We spent last Rosh Hashana at the Cancer Treatment Center. It was actually a surprisingly nice Rosh Hashana, all things considered… Right before Mama Jude’s radiation treatment, we had an impromptu little Jewish new year’s party with the other Jewish patients, radiation technicians and nurses (as one simply must when one finds oneself surrounded by Jews on one of our biggest holidays). I brought us a lovely Rosh Hashana feast from the wonderful Gayle’s Bakery in Santa Cruz (where some friends of ours evacuated to during the tsunami warning… love it!).
This year, we are in Venice, Italy. If you’re reading my blog, you probably already know about this very special trip of ours. It has been some of the most amazing days of our lives. Don’t misunderstand… it’s not like we don’t fight just like every mother and daughter (particularly those living together – at any age!). But as I tell Mama Jude to abate her agony at my mostly stagnant life… this may have been a really difficult year and a half, but I’m grateful for the opportunity to spend this time with her, and to able to tell her how much she means to me and the lasting effects she’ll have on generations to come. How many other 30-year-old daughters get to share these experiences with their mothers? Mama stresses about being a burden on me, and I admit, being a caregiver for an ill parent is incredibly difficult work, but it feels necessary and right. The worst part, according to Mama, is that she likely won’t get to be there for me when I get married and have children. It’s not that she hasn’t lived a full and wonderful life; it’s that we never thought we wouldn’t get those special life events together. For now, we are savoring our special trip together and wishing it would never end.

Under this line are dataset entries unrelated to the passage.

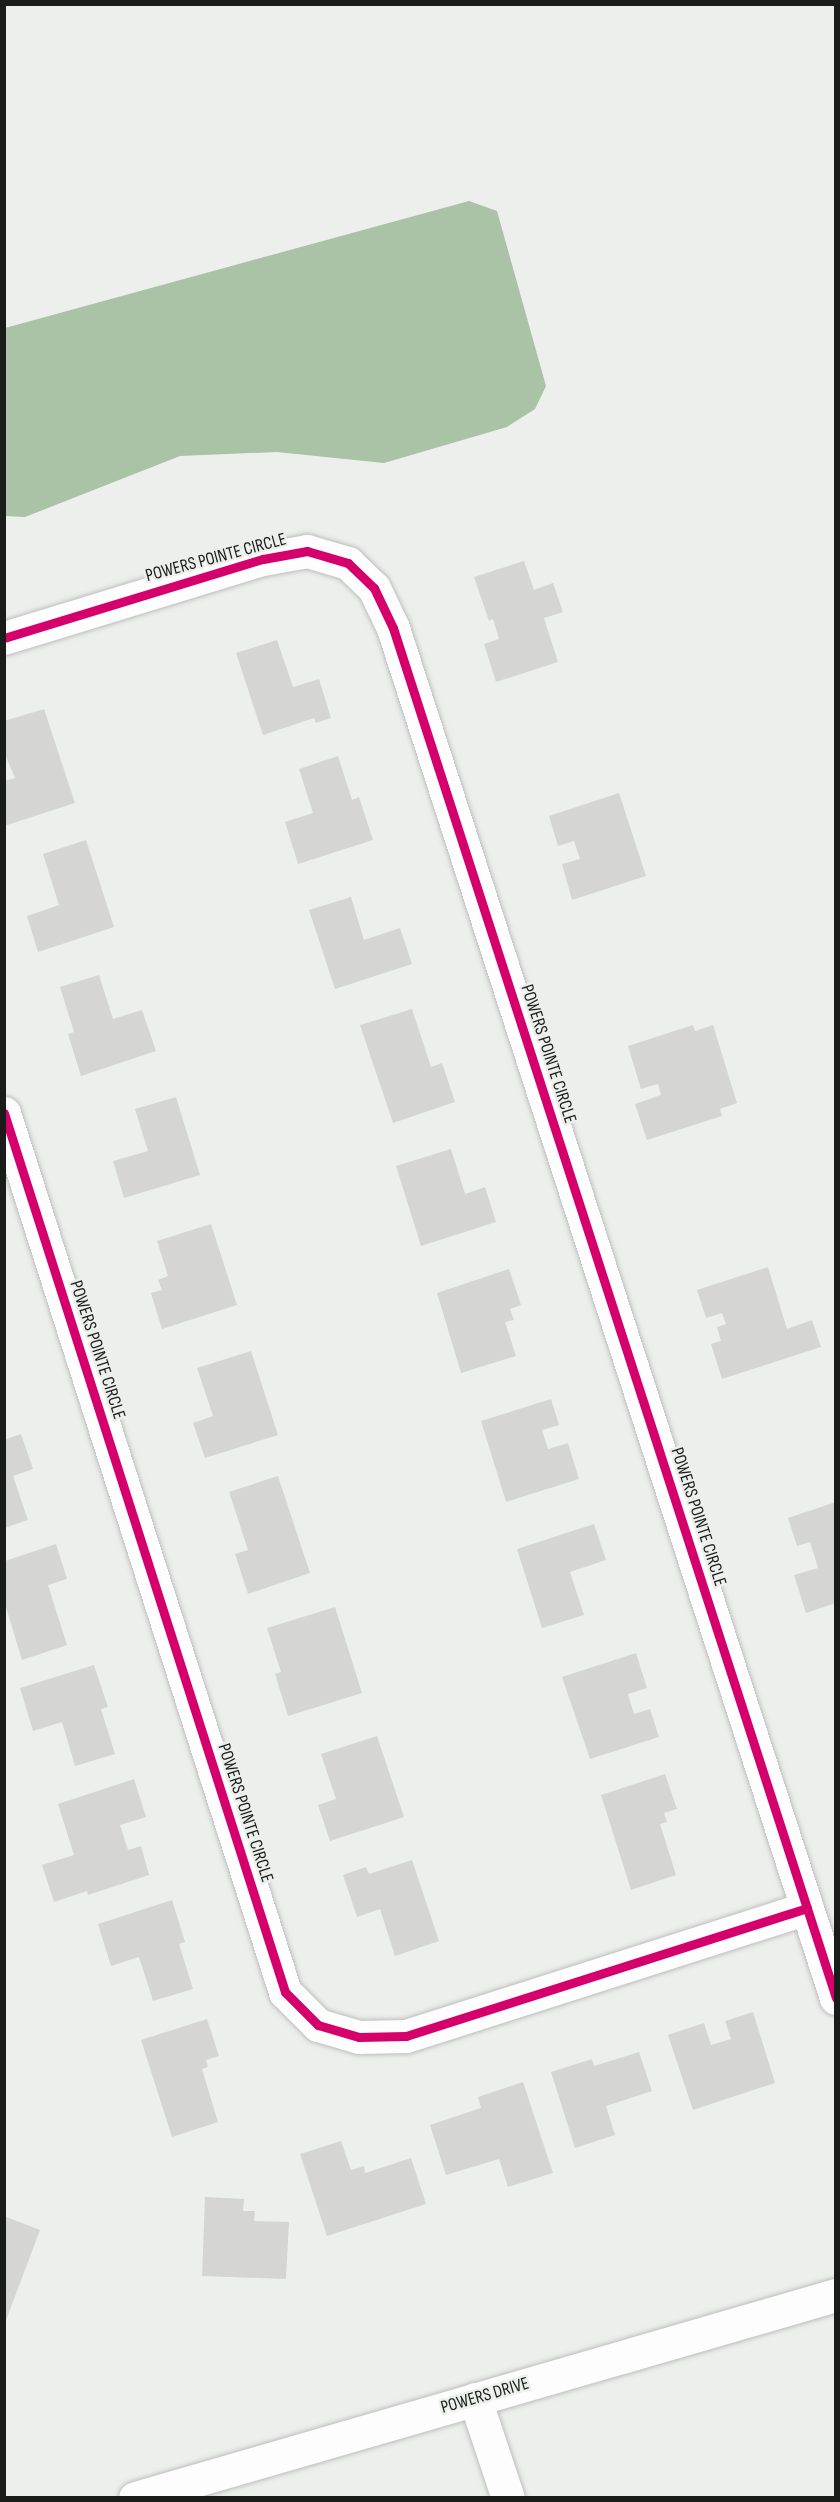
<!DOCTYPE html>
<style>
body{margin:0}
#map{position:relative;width:840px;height:2502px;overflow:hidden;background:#edefed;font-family:"Sofia Sans Condensed",sans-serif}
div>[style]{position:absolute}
.water>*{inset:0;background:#aac2a6}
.building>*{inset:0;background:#d5d6d4}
.roads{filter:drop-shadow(0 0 2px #bdbebd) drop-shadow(0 0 2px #bdbebd)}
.minor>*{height:33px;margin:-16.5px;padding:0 16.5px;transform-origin:16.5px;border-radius:16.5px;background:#fcfdfc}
.tertiary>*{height:33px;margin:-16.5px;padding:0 16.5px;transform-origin:16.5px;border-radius:16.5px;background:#fcfdfc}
.cycleway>*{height:9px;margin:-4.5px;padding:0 4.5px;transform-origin:4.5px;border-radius:4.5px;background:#d6006c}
span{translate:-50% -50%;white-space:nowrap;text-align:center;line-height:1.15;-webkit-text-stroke:5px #ecf0ec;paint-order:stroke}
.street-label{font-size:18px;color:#1a1c1a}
.frame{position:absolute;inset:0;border:6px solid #1a1c1a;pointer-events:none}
</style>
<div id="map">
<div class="water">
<div style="clip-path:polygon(469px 201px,497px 211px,546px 386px,535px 409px,507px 427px,384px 463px,277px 452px,180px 456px,25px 517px,5px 516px,5px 328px)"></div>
</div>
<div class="building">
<div style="clip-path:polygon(524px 561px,534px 590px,553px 583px,563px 612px,544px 618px,558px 662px,496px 682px,484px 644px,499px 639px,493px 619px,489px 621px,474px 577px)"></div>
<div style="clip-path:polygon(277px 640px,293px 687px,319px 679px,331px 718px,316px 723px,314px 718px,263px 735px,236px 653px)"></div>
<div style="clip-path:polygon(44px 709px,75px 803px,4px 826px,4px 781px,15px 778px,4px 752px,4px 721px)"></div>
<div style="clip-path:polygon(338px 756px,352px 800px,359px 797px,373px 840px,298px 864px,285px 822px,313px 813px,299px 769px)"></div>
<div style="clip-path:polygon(619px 793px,646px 876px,572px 900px,562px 864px,580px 859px,574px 841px,558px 846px,549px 816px)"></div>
<div style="clip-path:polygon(86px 840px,114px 927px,38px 952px,27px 916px,59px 905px,43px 854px)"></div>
<div style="clip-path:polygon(351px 897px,364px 940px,400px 928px,412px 964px,335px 989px,309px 910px)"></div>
<div style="clip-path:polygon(99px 975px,113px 1019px,142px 1010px,156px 1051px,81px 1076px,68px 1034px,74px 1032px,60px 987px)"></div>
<div style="clip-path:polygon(412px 1009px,431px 1067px,442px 1063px,455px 1102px,393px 1123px,360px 1025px)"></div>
<div style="clip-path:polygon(693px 1025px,695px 1031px,713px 1025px,737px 1103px,720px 1109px,722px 1116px,647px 1140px,635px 1104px,661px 1095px,658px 1084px,641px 1089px,628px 1046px)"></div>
<div style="clip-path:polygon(176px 1097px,200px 1175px,124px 1198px,113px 1161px,148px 1151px,135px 1109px)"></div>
<div style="clip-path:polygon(451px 1149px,465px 1194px,485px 1187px,496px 1222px,421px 1246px,396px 1166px)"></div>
<div style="clip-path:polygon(211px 1224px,237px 1305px,162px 1329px,151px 1293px,162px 1290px,158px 1280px,168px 1276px,157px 1241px)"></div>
<div style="clip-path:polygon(768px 1267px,787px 1329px,812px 1320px,821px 1347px,722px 1379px,711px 1344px,721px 1341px,717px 1327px,726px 1324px,722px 1313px,706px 1318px,697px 1290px)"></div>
<div style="clip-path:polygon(509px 1269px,521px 1305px,510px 1309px,514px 1320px,505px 1322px,516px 1356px,461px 1373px,437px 1293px)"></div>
<div style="clip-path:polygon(251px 1351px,278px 1435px,205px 1458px,193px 1423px,213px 1416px,197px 1368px)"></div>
<div style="clip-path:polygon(551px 1399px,559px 1425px,542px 1430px,548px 1449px,568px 1443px,579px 1479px,506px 1502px,481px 1421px)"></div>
<div style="clip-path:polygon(21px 1434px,33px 1469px,13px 1476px,28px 1520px,4px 1528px,4px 1440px)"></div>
<div style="clip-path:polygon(278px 1476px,310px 1573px,248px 1594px,235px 1554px,248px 1550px,229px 1492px)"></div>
<div style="clip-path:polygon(836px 1502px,836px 1603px,806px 1613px,794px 1575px,818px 1568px,810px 1542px,797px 1546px,788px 1518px)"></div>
<div style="clip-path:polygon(594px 1524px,606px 1560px,570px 1572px,584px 1615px,542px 1628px,517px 1549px)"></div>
<div style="clip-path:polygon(56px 1544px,67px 1579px,48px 1585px,67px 1645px,22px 1660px,5px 1604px,5px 1561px)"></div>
<div style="clip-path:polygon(335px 1607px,362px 1693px,288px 1716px,275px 1674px,281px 1672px,267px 1628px)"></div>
<div style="clip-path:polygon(636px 1653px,647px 1688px,628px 1694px,634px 1714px,650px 1709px,659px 1737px,590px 1759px,562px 1677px)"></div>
<div style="clip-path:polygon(94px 1665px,108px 1707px,101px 1709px,115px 1754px,75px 1766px,62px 1722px,33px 1731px,20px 1688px)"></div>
<div style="clip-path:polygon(377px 1736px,404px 1817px,330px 1841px,318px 1805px,336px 1799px,321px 1754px)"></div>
<div style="clip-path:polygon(665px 1774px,677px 1809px,664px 1813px,667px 1822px,660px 1824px,676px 1875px,631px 1890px,601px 1795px)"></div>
<div style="clip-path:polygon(134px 1779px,146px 1817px,120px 1825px,128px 1850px,141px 1846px,149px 1875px,88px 1895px,87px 1891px,54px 1902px,42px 1865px,74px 1855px,58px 1804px)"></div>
<div style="clip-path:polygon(412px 1860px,439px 1941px,395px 1956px,380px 1909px,357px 1917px,343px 1875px,366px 1867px,369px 1874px)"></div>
<div style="clip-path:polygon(172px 1900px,185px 1942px,179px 1944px,193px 1989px,153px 2001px,139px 1957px,111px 1966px,98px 1924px)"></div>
<div style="clip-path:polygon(753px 2012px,775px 2083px,693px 2110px,668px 2035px,704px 2023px,711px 2045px,731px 2039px,725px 2021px)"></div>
<div style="clip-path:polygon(207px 2019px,219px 2056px,206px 2060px,208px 2067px,202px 2069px,218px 2122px,172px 2137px,141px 2040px)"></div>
<div style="clip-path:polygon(639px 2052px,652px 2091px,606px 2106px,615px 2135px,575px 2148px,551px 2072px,592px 2059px,594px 2066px)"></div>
<div style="clip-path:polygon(523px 2082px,553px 2173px,508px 2187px,499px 2159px,446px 2175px,430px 2125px,481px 2108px,478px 2097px)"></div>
<div style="clip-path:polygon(341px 2141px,351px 2170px,364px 2166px,365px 2173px,411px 2158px,426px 2204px,327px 2236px,300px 2154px)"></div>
<div style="clip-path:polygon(205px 2197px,244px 2199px,243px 2211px,255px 2211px,254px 2221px,289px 2222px,286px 2279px,202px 2276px)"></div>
<div style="clip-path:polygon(4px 2216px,40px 2230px,5px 2323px,4px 2323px)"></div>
</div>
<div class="roads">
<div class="minor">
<div style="left:4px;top:638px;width:271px;rotate:-17deg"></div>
<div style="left:263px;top:559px;width:45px;rotate:-10.3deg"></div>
<div style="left:307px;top:551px;width:43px;rotate:16.3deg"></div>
<div style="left:348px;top:563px;width:36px;rotate:44deg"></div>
<div style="left:374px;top:588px;width:44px;rotate:64.6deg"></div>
<div style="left:393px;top:628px;width:1440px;rotate:72.08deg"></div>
<div style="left:4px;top:1113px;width:923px;rotate:72.27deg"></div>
<div style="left:285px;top:1992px;width:47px;rotate:45deg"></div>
<div style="left:318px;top:2025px;width:43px;rotate:16.3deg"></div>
<div style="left:359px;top:2037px;width:47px;rotate:-1.2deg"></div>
<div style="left:406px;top:2036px;width:421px;rotate:-17.7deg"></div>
<div style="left:475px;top:2399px;width:104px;rotate:71.6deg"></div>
</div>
<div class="tertiary">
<div style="left:135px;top:2498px;width:730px;rotate:-16.15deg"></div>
</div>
</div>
<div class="cycleway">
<div style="left:4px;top:638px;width:271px;rotate:-17deg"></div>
<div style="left:263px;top:559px;width:45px;rotate:-10.3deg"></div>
<div style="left:307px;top:551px;width:43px;rotate:16.3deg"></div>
<div style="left:348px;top:563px;width:36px;rotate:44deg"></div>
<div style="left:374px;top:588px;width:44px;rotate:64.6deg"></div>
<div style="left:393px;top:628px;width:1440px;rotate:72.08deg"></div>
<div style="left:4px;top:1113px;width:923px;rotate:72.27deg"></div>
<div style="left:285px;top:1992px;width:47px;rotate:45deg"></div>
<div style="left:318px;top:2025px;width:43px;rotate:16.3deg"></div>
<div style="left:359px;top:2037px;width:47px;rotate:-1.2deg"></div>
<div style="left:406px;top:2036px;width:421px;rotate:-17.7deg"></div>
</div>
<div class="street-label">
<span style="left:216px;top:558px;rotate:-15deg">POWERS POINTE CIRCLE</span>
<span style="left:548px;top:1054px;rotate:72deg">POWERS POINTE CIRCLE</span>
<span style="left:97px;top:1350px;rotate:72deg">POWERS POINTE CIRCLE</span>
<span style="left:698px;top:1517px;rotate:72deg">POWERS POINTE CIRCLE</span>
<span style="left:245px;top:1813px;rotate:72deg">POWERS POINTE CIRCLE</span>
<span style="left:485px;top:2396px;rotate:-16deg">POWERS DRIVE</span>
</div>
<div class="frame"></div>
</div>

We’ve been doing our Rosh Hashana (the Jewish new year) and Yom Kippur (Day of Atonement, 10 days later) services at home in our wonderful Venetian apartment. As modern women, we’re not super comfortable in the Orthodox services where we have to sit separately in a balcony and can’t necessarily hear or see well (plus Mama Jude had a not-so-great experience here previously) so we’re doing our own thing. When Mama Jude planned to move here, she planned to gather anyone interested together for a reform/reconstructionist minyan (a Jewish prayer group like she helped found in Santa Cruz many years ago). We found round challah (traditional delicious braided egg bread for the holiday) at Gam-Gam, a famous Kosher restaurant in Venice’s Jewish Ghetto. We listened to Kol Nidre (the start of Yom Kippur services) sung on YouTube online… Listening to this beautiful old man’s voice sing the Kol Nidre while looking out on the sun setting over the Gran Canal was a truly spiritual experience. We also enjoyed Rabbi Naomi Levy’s online services (for the second year in a row!), where she discusses Yom Kippur as the ultimate Jewish spiritual cleanse and talks about Chesed as personal compassion — balancing justice and compassion and being kind to oneself, loving oneself with all of one’s imperfections.
So, from my family to yours… Chag Sameach and may you be inscribed in the Book of Life. And if I have in any way offended, wronged or excluded you, please accept my sincerest apologies and know that I meant you no harm. Sending out love and light and good wishes to you all. Happy Jewish New Year from Venice!